Monday, August 31, 2009

Panama!


Will you look at this place? If the toothy glass skyline doesn't faze you, then the diablos rojos (painted public buses) might. By sight they're groovy--hand painted with pop icons, devilish cartoons and portraits of the driver's progeny. But in practice they're scary--barely regulated, they've been known to make pedestrians bowling pins when breaks fail. One word: Cuidado!

Your other option are taxis. These too are barely regulated. Yours might be missing a bumper, seatbelt or door handles. The best practice is pricing before playing, as gringo features usually double the fare, which also flexes with the weather and your eminent need.

Few taxis actually want to go where you do--many will refuse the fare. Those who will take you won't know the address and don't read maps. Then there was the driver with the Bin Laden sticker that I hadn't noticed until we were half-way gone...For the traveler, it's a seminar in Advanced Negotiation, Cartography and Blind Faith. For the driver, it's Sucker 101, every day...

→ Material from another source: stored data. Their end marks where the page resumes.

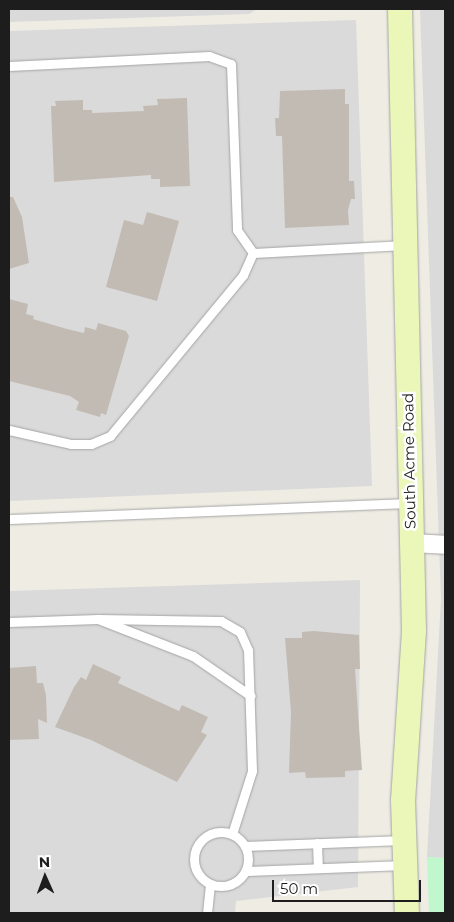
<!DOCTYPE html>
<style>
body{margin:0}
#map{position:relative;width:454px;height:922px;overflow:hidden;background:#eeece3;font-family:Montserrat,sans-serif}
div>[style]{position:absolute}
.residential>*{inset:0;background:#dbdada}
.park>*{inset:0;background:#c1f7cd}
.building>*{inset:0;background:#c2bbb3}
.roads{filter:drop-shadow(0 0 1px #a4a4a4) drop-shadow(0 0 1px #a4a4a4)}
.lane>*{height:9px;margin:-4.5px;padding:0 4.5px;transform-origin:4.5px;border-radius:4.5px;background:#fff}
.lane>.ring{margin:-4.5px;padding:0;box-sizing:content-box;background:none;border:9px solid #fff;border-radius:50%}
.street>*{height:18px;margin:-9px;padding:0 9px;transform-origin:9px;border-radius:9px;background:#fff}
.secondary>*{height:24px;margin:-12px;padding:0 12px;transform-origin:12px;border-radius:12px;background:#eaf7b8}
span{translate:-50% -50%;white-space:nowrap;text-align:center;line-height:1.15;-webkit-text-stroke:5px #fff;paint-order:stroke}
.street-label{font-size:15px;color:#1d1d1d}
.frame{position:absolute;inset:0;border:10px solid #1d1d1d;pointer-events:none}
.north{position:absolute;left:20px;top:852px;width:50px;height:50px;-webkit-text-stroke:4px #fff;paint-order:stroke;rotate:358deg;font-size:14px;font-weight:700;line-height:20px;text-align:center;color:#1d1d1d}
.north::after{content:'';display:block;margin:auto;width:18px;height:22px;background:#1d1d1d;clip-path:polygon(50% 0,100% 100%,50% 72%,0 100%)}
.scale{position:absolute;left:272px;top:880px;width:149px;height:22px;box-sizing:border-box;border:2px solid #1d1d1d;border-top:0;padding-left:6px;font-size:15px;line-height:18px;white-space:nowrap;color:#1d1d1d;-webkit-text-stroke:4px #fff;paint-order:stroke}
</style>
<div id="map">
<div class="residential">
<i style="clip-path:polygon(9px 9px,257px 9px,249px 14px,9px 22px)"></i>
<i style="clip-path:polygon(420px 9px,445px 9px,445px 858px,427px 857px,441px 599px)"></i>
<i style="clip-path:polygon(356px 20px,372px 486px,9px 501px,9px 31px)"></i>
<i style="clip-path:polygon(360px 580px,358px 887px,236px 901px,235px 913px,9px 913px,9px 591px)"></i>
</div>
<div class="park">
<i style="clip-path:polygon(427px 857px,445px 858px,445px 913px,429px 913px)"></i>
</div>
<div class="building">
<i style="clip-path:polygon(345px 89px,345px 104px,349px 104px,349px 181px,354px 181px,355px 199px,351px 199px,348px 210px,349px 225px,285px 228px,282px 136px,276px 136px,275px 118px,279px 118px,280px 91px)"></i>
<i style="clip-path:polygon(187px 98px,190px 186px,160px 187px,160px 179px,151px 179px,151px 175px,54px 182px,51px 106px,56px 106px,55px 101px,83px 100px,83px 110px,92px 110px,92px 113px,144px 111px,143px 106px,158px 105px,157px 99px)"></i>
<i style="clip-path:polygon(9px 197px,13px 197px,22px 217px,29px 263px,9px 269px)"></i>
<i style="clip-path:polygon(147px 212px,179px 221px,157px 301px,106px 287px,124px 220px,143px 225px)"></i>
<i style="clip-path:polygon(9px 299px,28px 304px,26px 314px,34px 316px,33px 319px,67px 329px,84px 333px,85px 327px,96px 330px,98px 323px,126px 331px,129px 336px,106px 415px,101px 413px,100px 417px,76px 410px,79px 402px,70px 396px,9px 381px)"></i>
<i style="clip-path:polygon(314px 631px,359px 635px,360px 669px,355px 669px,362px 770px,345px 771px,345px 777px,306px 778px,305px 772px,289px 773px,291px 712px,285px 638px,302px 638px,302px 632px)"></i>
<i style="clip-path:polygon(93px 664px,121px 677px,118px 683px,179px 711px,182px 705px,208px 717px,201px 732px,207px 735px,177px 782px,91px 740px,55px 727px,74px 687px,81px 677px,86px 680px)"></i>
<i style="clip-path:polygon(36px 666px,37px 683px,43px 683px,46px 695px,47px 723px,38px 719px,39px 739px,9px 740px,9px 668px)"></i>
</div>
<div class="roads">
<div class="lane">
<i style="left:9px;top:66px;width:200px;rotate:-2.9deg"></i>
<i style="left:209px;top:56px;width:23px;rotate:20deg"></i>
<i style="left:231px;top:64px;width:166px;rotate:87.9deg"></i>
<i style="left:237px;top:230px;width:28px;rotate:55deg"></i>
<i style="left:253px;top:253px;width:152px;rotate:-3deg"></i>
<i style="left:9px;top:430px;width:64px;rotate:12.7deg"></i>
<i style="left:71px;top:444px;width:20px"></i>
<i style="left:91px;top:444px;width:21px;rotate:-23deg"></i>
<i style="left:110px;top:436px;width:209px;rotate:-50.4deg"></i>
<i style="left:243px;top:275px;width:24px;rotate:-66deg"></i>
<i style="left:9px;top:519px;width:401px;rotate:-2.3deg"></i>
<i style="left:98px;top:619px;width:123px;rotate:0.9deg"></i>
<i style="left:221px;top:621px;width:22px;rotate:30deg"></i>
<i style="left:240px;top:632px;width:20px;rotate:66deg"></i>
<i style="left:248px;top:650px;width:121px;rotate:88.1deg"></i>
<i style="left:252px;top:771px;width:66px;rotate:107.6deg"></i>
<i style="left:9px;top:622px;width:89px;rotate:-1.9deg"></i>
<i style="left:98px;top:619px;width:102px;rotate:21.3deg"></i>
<i style="left:193px;top:656px;width:70px;rotate:34.6deg"></i>
<i class="ring" style="left:194px;top:832px;width:45px;height:45px"></i>
<i style="left:317px;top:843px;width:25px;rotate:88deg"></i>
<i style="left:245px;top:846px;width:158px;rotate:-2.2deg"></i>
<i style="left:247px;top:871px;width:157px;rotate:-2.2deg"></i>
<i style="left:207px;top:913px;width:29px;rotate:-84deg"></i>
</div>
<div class="street">
<i style="left:411px;top:543px;width:34px;rotate:3deg"></i>
</div>
<div class="secondary">
<i style="left:400px;top:9px;width:622px;rotate:88.71deg"></i>
<i style="left:414px;top:631px;width:170px;rotate:93.7deg"></i>
<i style="left:403px;top:801px;width:112px;rotate:88deg"></i>
</div>
</div>
<div class="street-label">
<span style="left:409px;top:461px;rotate:-91deg">South Acme Road</span>
</div>
<div class="frame"></div>
<div class="north">N</div>
<div class="scale">50 m</div>
</div>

My advice? Suck it up and learn the ropes because Panama City is not to be missed. The people are shouters, the traffic ugly, but Panama City pulses. A walk across the city revealed suited businessmen eating snow cones, dudes casually toting twisted rebar and a jelly shoe diving off a balcony (take particular care under these!) Hard to believe that just beyond this cement jungle, and really, I mean just past the mega mall, lies a tremendous tropical forest where your thoughts are drowned out by the chatter of birds and the buzz of giant crickets.

You just have to get there.

Tuesday, August 18, 2009

My Favorite Desert


Maybe it's the redness. Or its bigness. Or its shapes which ripple, arch and collapse into sage and sand, snaking rivers, deep slotted canyons, orange mesas and fissured towers. The Utah desert is a wild place. After traveling nearly half the world, I still find it secretive, strange and otherworldly.

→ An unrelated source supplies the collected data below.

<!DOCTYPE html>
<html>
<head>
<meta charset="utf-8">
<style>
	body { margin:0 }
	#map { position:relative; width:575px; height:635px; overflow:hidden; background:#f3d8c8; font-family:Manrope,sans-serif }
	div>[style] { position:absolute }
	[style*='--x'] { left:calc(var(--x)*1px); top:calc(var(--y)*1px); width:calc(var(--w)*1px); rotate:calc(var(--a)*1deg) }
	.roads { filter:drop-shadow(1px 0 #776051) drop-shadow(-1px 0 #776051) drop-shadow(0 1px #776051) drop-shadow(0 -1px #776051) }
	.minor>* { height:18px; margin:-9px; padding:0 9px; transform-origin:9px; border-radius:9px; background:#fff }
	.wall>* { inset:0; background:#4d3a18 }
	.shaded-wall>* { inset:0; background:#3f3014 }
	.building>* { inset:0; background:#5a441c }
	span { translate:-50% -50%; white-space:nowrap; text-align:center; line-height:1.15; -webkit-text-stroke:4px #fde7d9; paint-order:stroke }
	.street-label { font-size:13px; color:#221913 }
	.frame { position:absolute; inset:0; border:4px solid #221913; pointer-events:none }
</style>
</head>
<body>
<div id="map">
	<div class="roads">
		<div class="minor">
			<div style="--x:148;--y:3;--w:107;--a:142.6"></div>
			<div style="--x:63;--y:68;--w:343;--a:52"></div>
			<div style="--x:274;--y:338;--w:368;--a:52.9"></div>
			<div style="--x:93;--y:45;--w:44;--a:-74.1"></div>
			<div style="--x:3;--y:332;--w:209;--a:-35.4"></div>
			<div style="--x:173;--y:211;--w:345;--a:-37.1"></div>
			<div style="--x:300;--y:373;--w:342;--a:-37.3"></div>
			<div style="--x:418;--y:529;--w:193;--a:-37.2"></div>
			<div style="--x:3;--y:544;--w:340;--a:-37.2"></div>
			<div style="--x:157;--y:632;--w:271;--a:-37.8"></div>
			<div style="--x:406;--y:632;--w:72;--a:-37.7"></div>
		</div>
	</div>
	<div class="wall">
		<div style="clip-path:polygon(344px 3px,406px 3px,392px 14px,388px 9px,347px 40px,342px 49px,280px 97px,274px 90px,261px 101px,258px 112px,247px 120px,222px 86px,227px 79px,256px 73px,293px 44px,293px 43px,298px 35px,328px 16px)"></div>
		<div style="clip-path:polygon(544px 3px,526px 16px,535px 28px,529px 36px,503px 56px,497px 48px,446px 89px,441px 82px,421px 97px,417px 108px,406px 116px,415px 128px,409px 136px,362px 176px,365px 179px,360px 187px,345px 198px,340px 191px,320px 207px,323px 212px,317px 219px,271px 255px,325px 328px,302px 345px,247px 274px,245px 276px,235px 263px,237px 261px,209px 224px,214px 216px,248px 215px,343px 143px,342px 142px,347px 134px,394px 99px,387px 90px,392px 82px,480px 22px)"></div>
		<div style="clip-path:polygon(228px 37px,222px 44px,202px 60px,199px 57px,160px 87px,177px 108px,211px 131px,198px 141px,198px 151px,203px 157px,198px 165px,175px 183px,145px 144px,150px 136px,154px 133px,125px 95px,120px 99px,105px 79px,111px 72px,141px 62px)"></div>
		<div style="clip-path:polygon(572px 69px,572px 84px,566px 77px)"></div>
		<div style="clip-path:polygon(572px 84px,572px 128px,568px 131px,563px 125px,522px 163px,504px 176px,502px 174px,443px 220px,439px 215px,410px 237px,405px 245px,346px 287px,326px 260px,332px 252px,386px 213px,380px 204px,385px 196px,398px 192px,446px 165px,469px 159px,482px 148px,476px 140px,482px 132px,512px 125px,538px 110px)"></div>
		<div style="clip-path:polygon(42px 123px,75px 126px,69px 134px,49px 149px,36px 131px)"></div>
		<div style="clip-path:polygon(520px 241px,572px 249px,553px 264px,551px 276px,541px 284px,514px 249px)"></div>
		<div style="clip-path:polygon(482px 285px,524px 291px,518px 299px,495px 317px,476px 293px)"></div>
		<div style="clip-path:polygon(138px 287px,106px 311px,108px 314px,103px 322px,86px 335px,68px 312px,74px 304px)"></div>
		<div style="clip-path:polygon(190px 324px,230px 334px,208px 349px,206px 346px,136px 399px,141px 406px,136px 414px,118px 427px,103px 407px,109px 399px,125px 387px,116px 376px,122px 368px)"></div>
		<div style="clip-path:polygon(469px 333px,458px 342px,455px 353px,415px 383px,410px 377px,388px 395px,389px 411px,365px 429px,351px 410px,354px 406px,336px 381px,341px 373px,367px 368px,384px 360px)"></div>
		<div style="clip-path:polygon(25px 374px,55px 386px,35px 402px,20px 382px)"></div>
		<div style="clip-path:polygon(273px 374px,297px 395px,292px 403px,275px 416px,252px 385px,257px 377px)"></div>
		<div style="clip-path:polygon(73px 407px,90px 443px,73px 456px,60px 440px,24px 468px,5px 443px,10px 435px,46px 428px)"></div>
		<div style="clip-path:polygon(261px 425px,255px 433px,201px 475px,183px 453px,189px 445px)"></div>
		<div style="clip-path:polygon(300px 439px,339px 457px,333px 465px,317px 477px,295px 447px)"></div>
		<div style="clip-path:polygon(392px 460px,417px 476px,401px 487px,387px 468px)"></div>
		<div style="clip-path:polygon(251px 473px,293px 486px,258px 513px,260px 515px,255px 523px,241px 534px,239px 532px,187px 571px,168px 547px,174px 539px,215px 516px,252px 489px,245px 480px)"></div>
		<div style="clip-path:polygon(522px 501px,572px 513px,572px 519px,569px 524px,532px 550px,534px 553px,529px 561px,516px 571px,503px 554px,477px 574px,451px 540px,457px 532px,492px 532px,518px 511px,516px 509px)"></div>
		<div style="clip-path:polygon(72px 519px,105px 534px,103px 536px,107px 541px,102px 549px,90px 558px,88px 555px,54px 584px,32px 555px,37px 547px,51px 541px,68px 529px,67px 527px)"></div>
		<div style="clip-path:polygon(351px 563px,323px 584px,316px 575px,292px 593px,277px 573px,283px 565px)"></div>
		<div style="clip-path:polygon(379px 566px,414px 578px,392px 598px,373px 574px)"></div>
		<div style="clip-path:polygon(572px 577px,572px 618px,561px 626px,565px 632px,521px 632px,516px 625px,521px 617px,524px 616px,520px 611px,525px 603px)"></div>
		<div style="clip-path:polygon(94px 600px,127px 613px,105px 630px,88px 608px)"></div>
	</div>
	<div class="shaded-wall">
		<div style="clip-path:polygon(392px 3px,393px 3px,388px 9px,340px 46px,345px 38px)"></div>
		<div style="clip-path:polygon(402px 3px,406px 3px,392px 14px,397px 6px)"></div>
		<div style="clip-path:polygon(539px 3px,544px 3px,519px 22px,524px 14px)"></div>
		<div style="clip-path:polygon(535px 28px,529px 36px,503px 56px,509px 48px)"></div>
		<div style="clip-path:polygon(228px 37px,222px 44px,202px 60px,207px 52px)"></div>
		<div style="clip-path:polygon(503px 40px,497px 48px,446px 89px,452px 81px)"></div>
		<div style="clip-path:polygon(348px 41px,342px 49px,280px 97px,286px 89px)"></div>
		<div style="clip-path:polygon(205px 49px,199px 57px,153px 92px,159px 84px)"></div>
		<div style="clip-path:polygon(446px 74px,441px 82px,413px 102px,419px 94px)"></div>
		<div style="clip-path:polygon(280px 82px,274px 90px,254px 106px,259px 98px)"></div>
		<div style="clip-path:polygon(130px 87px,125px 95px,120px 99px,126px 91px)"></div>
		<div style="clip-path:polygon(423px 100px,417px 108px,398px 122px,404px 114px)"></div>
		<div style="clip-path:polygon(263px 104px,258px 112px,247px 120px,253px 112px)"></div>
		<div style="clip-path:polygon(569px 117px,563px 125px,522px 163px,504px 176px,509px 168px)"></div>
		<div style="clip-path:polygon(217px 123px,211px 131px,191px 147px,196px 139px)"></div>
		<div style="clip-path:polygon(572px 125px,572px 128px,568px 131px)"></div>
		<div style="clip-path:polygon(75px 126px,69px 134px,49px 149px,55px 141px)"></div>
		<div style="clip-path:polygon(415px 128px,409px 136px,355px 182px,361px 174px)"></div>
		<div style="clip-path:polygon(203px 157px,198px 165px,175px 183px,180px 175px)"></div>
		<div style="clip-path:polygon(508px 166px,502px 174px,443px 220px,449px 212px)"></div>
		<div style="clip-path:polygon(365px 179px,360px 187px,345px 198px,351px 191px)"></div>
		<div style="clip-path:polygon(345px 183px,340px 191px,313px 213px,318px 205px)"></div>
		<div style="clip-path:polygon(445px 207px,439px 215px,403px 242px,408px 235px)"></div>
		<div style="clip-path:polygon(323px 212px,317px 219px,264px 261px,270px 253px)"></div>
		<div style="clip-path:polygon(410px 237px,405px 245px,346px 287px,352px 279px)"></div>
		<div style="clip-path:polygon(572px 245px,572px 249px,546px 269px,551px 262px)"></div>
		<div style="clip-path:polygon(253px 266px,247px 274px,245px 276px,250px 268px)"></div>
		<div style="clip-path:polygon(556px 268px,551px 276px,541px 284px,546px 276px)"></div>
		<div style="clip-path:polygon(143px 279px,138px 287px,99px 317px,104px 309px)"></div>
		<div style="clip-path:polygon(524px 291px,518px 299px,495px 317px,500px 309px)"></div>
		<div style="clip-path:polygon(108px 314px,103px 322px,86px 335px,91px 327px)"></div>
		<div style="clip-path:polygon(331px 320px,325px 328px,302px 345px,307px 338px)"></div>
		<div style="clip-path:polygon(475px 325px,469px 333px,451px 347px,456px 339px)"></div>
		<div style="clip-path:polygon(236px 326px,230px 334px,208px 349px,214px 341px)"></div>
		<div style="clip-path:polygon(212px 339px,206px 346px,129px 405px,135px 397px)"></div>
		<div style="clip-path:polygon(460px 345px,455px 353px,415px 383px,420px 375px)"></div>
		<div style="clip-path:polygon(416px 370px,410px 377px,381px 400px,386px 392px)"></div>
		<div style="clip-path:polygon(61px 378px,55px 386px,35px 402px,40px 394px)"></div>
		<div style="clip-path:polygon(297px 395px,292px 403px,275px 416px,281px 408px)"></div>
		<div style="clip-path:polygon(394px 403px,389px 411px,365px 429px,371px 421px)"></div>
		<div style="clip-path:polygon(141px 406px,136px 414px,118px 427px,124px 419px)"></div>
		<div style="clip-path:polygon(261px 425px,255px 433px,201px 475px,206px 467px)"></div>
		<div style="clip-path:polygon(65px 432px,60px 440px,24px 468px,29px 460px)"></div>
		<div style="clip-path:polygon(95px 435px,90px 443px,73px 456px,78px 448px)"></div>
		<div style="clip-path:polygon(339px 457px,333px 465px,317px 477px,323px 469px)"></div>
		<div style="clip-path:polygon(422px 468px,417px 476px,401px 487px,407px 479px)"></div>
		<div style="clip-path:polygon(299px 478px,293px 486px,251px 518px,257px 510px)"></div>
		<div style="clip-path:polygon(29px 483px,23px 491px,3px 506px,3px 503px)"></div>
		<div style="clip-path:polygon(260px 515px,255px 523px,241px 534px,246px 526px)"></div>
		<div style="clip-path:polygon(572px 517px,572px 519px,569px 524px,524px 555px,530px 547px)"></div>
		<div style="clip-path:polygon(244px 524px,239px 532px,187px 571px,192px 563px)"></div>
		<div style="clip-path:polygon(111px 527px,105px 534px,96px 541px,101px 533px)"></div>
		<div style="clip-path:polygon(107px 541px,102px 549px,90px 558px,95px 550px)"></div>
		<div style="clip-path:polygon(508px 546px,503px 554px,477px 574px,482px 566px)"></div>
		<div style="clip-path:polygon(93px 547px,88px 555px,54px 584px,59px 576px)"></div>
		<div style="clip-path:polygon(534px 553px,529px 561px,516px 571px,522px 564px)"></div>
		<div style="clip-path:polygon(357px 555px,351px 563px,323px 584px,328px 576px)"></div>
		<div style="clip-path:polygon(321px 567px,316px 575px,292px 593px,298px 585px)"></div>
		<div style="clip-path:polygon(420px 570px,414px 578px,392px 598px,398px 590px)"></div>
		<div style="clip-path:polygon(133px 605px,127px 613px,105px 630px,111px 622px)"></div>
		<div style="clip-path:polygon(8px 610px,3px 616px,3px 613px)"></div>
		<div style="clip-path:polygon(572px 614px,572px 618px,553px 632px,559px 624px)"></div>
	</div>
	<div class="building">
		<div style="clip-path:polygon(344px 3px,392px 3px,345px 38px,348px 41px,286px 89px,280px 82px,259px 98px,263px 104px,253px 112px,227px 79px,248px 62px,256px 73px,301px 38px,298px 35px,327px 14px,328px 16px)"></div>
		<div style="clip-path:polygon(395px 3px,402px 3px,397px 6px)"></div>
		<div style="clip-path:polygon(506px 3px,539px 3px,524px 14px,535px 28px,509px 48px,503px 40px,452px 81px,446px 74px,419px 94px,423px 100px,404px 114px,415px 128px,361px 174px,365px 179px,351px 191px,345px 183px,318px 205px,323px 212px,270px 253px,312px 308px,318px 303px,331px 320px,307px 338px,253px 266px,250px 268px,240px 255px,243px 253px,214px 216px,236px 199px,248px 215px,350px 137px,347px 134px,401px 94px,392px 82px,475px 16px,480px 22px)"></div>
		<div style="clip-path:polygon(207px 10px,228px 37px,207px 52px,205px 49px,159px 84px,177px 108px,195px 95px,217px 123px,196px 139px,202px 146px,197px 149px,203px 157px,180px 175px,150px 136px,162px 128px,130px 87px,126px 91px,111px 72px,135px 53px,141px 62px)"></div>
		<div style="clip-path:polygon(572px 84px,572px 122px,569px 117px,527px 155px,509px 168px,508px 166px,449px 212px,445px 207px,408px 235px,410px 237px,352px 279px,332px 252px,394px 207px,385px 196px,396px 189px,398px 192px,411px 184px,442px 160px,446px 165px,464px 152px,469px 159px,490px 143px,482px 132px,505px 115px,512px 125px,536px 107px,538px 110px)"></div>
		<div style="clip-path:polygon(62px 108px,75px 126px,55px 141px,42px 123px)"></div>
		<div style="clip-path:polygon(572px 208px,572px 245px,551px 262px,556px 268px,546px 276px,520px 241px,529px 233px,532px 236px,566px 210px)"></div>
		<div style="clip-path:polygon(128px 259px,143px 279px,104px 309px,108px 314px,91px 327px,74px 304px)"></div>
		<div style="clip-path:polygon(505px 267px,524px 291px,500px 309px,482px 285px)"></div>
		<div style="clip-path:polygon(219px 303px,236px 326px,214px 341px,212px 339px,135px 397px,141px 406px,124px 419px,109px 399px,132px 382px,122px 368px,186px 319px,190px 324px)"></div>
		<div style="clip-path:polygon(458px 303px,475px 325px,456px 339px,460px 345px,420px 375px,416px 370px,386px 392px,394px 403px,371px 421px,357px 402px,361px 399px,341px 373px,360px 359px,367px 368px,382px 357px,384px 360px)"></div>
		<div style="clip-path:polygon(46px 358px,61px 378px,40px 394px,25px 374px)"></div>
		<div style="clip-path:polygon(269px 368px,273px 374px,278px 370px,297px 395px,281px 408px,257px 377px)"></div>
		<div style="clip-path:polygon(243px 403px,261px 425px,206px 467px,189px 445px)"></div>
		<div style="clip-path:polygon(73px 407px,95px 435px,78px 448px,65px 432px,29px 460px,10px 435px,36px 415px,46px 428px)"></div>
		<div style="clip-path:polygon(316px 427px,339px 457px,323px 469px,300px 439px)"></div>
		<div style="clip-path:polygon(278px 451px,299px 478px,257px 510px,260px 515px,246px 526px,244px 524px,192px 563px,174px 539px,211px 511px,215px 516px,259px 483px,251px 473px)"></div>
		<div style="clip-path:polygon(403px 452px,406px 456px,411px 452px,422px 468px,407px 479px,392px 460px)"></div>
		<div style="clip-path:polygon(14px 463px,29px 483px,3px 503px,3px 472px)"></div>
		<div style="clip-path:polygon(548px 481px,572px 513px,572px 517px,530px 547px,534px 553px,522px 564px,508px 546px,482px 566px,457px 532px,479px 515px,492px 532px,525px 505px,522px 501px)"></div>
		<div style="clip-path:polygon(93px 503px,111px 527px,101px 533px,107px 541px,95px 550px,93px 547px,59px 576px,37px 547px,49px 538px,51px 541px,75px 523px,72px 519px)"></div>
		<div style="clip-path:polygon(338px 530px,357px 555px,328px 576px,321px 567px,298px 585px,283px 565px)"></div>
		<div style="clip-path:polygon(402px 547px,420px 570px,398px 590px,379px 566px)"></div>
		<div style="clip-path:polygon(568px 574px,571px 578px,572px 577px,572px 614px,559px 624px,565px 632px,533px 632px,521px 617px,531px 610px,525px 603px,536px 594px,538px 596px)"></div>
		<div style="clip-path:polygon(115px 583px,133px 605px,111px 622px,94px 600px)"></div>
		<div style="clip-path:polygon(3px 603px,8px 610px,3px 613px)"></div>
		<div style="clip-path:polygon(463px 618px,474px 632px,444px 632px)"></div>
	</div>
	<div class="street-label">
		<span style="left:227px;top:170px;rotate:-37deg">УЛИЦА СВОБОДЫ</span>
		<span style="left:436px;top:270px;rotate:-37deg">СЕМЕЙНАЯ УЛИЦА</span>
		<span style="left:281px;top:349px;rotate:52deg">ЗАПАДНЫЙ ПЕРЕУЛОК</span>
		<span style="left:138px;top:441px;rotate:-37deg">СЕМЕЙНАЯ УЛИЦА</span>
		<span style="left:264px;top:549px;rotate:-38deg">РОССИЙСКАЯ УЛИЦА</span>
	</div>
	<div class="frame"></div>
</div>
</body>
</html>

That’s the thing about the desert: it absorbs and engulfs you. Tells you who you are.

There's power here. It gave John Wesley Powell courage, Joseph Smith divine inspiration and Edward Abbey words. You imagine that--if here long enough--you too could write whole books, invent a religion or fling yourself one-armed into the unknown.

The desert tells me that I'm a firefly on the face of things, a speck in geological time flitting briefly through this world.

We set out on the Narrows in Zion National Park early. The Narrows isn't a hard hike, but it does require you to tread a river all day, always "seeking refuge on higher ground" in case of a flash flood (which they say most likely off you anyway). After a night of heavy thunderstorms the water flowed clear and cold. We waded to our waists and forged up canyon over slippery boulders, through sculpted walls pocked with tiny scorpions. We admired the columns of light and peered at the blue slice of sky a thousand feet above. Mere specks.

America's national parks are not only amazing. They are popular. I did not realize how much so until we started to make our exit. It was a mass of humanity. Throngs of hikers forged up canyon. They were midwesterners, Italians, retirees and Koreans. Only a few had walking sticks to steady them in the current. Some wore bathing suits. Others carried designer leather purses or small, soaked children. There were flip flops and aqua shoes. Three divas wore nothing on their feet except perfect pedicures.

Bravo to those brave people. By not reading the free NP leaflet, they had found adventure on the scale of Powell or Lewis & Clark.

Abbey would have scowled. He had the right, the home court advantage. I do not put myself above them--the outdoors may be the only place I can properly organize myself. Otherwise I too am woefully unprepared.

Yet the moment helped me imagine the desert both with us and without us. The solitude of the morning contrasted sharply with the chaos of that afternoon. The desert tells us who we are. Collectively, we were not fireflies but circus fleas careening through some greater majesty, sometimes in RVs, sometimes in plastic sandals. At the end of my visit, I decided that the desert remained otherworldly and even more impenetrable than before.

But I was glad that I'd gotten up early.